I have the opportunity to bid a prevailing wage job. I'd like to know exactly what this entails. What do I need insurance wise. What do I need to file. What do I need if I hire an employee.. i.e. Workers comp, health benefits, ect. 

If someone can answer this as cleanly and thoroughly as the way prevailing wage paperwork needs to be filed I think we could have a valuable thread here.


----------



## ProWallGuy (Apr 7, 2007)

Read through this whole thread.


----------



## Sully (May 25, 2011)

I read through that.

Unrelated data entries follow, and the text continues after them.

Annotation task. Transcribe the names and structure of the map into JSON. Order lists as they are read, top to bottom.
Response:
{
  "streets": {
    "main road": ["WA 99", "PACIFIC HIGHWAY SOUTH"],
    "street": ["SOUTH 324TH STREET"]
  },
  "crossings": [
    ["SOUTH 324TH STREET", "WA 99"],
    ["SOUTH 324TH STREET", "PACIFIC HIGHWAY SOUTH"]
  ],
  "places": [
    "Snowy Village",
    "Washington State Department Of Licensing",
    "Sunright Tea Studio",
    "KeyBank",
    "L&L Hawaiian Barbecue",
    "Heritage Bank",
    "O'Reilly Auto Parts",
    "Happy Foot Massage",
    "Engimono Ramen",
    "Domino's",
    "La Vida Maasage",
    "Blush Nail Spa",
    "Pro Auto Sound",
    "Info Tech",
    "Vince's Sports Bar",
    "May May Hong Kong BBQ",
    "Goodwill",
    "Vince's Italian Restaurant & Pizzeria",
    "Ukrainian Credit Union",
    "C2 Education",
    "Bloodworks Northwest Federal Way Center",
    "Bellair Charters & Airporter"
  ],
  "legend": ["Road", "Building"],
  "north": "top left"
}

Is that the best we got?


----------



## Sully (May 25, 2011)

http://www.dol.gov/whd/forms/wh347instr.htm

I found this page helpful


----------



## sendit6 (Sep 6, 2008)

As I understand it, here in Pgh. the prevailing wage is equal to that of union scale, including the benefit package, which comes out to roughly $49. I think you also need to have certified employees on the job.

More formalities than that, but that's the basics.


----------



## DiamondPaintingInc (May 31, 2012)

Prevailing wages are the wages you have to pay employees that would be equal to a Local Union set wages. Has nothing to do with there benefits - Insurance or anything else. When I do work at a local Air Force Base my painters get paid what the Journeyman wages are for the Local Union here in Phoenix.
Union wages for painters for instance in Phoenix are a lot less than say Chicago. So a Base in Phoenix is cheaper to paint than a Base elsewhere...Usually :blink:

1. Yes Workman's Comp. unless your working for The Flim-Flam Construction Company
2. Insurance is usually on Military or Federal Government a 3-5 million umbrella plus your work van or truck needs 1 million coverage. Which is funny because my work van is not worth crap anymore.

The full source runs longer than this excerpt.